Docker for Beginners - The Prerequisites

Docker for Beginners - The Prerequisites

Understanding Docker in a Fun Way

Introduction

Before diving into Docker, let's consider why it exists. To understand this, we need to first grasp the concept of a virtual machine (VM). We'll explore how VMs solved a problem and how their solution eventually became part of the problem itself. Let's begin with a relatable analogy.

Imagine you're a bookseller and publisher attending an international book fair to reach a wider audience. Setting up your stall throws unexpected challenges your way:

  • The unpredictable weather, from scorching sun to sudden rain, disrupts sales and promotions.

  • Different regions at the fair use varied payment systems, leading to transaction complications.

  • Language barriers and incompatible communication methods hinder collaboration with customers and neighboring stalls.

While you manage to sell some books, the profit doesn't justify the high overhead in logistics, operations, and manpower. You wanted to expand your business, but these complexities made it very slow to progress.

The next year, you attend a more community-driven, well-organized book fair. This time, things are different:

  • The fairground offers protection against any weather woes.

  • A unified payment system simplifies transactions.

  • Clear guidelines, local support, and efficient communication channels ease interaction with other vendors and authorities.

This organized experience translates to significant profits, leaving you satisfied after accounting for logistics, operations, and manpower costs. Now, you can truly focus on what matters - expanding your business!

If you think closely, your first book fair experience mirrors a virtual machine. We can create isolated environments on our computers (bookstall in the fair), like separate rooms, to build, run, debug, and test software programs with specific needs without affecting other programs on the host computer.

Think of VMs as running different operating systems on the same machine, but each "room" (called a guest) has its own operating system(kernel), tools, and libraries, separate from the main computer (called the host). This isolation is great for testing and development, but like your chaotic first fair, VMs can be heavy to set up, resource-hungry, and difficult to scale or move around.
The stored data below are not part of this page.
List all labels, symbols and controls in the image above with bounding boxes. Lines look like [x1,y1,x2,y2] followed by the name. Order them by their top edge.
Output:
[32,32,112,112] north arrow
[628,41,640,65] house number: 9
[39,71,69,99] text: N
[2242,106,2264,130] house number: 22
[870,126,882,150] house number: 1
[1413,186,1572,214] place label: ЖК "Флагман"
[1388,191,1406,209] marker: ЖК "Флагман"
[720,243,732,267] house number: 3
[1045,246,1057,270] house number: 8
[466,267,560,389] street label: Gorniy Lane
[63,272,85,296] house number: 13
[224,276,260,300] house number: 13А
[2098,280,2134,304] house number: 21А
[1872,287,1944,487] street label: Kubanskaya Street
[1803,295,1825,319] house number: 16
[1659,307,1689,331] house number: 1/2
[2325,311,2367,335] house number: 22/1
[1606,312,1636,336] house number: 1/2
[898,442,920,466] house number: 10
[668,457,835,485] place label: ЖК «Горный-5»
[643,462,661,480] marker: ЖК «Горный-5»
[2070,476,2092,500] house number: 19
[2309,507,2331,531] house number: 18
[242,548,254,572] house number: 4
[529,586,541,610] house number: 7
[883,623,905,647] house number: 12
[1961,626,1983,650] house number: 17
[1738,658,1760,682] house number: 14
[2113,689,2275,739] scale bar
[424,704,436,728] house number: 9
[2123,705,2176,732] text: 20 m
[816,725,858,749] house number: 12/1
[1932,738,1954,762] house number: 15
Now, let's revisit your second, well-organized book fair experience. Everything was in place, eliminating the headaches you faced before. With similar costs in logistics, operations, and manpower, you turned a profit this time. No weather worries, efficient support, unified payments, and smooth communication allowed you to focus solely on your business, leading to success and growth.
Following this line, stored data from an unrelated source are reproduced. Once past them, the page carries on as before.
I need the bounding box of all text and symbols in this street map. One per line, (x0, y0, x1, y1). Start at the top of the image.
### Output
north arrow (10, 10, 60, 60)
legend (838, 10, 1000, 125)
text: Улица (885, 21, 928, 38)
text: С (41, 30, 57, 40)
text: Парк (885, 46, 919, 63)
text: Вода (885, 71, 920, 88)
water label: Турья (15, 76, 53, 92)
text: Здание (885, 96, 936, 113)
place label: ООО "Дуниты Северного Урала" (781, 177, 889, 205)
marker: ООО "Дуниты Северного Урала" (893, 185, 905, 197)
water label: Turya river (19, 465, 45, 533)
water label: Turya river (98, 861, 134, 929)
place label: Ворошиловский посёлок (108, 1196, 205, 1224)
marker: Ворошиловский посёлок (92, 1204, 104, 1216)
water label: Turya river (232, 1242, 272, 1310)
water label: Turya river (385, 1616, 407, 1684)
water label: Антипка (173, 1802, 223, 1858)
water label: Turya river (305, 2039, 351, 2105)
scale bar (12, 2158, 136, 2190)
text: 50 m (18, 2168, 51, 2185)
Docker is also a software that creates isolated environments within host computers. Here's the key difference: Docker avoids the hefty overhead of VMs and provides you with almost everything you need, like a pre-built, organized booth at the fair. This allows you to concentrate on building great software, not fixing your development environment.

What is a Virtual Machine

representation of virtual machine

Photo by Brian Kostiuk on Unsplash

Imagine you're developing software with Python, MySQL, and Nginx, each requiring specific versions. Now, you have to work on the same tech stack but with different versions on your computer. One solution might be to buy a new computer with all the necessary hardware and install the additional dependencies. However, this approach is expensive, as we can't keep buying hardware whenever we need to run different dependencies. In such cases, virtual machines (VMs) come to the rescue. VMs help create entirely isolated environments within a computer, allowing the development of software with specific dependencies. You would create a virtual machine with a separate operating system, installing all necessary dependencies without affecting your host computer. This is how VMs solved the problem of acquiring separate hardware.

Recall that I mentioned VMs solved a problem, but the solution itself became part of the problem. Now, let's delve into how VMs are created to understand it better.

Virtual machines encompass everything a regular computer has—the only distinction being that VMs don't require separate hardware, such as CPU, RAM, ROM, Motherboard, etc. Instead, VMs utilize the same hardware as the host (i.e., the original computer).

While creating a virtual machine, resources are allocated for that VM. You inform the host computer about the amount of RAM, storage, etc., the virtual machine or the guest would use. Once allocated, these resources become exclusive to the virtual machine, unavailable for the main computer. What's the issue, you ask? This is the solution that turned into a problem—a waste of resources. Predicting the exact resources needed to run the required software in the VM is challenging, leading to resource allocation based on guesswork. This results in potential wastage, as the VM doesn't always utilize all allocated resources, leaving some idle and blocked.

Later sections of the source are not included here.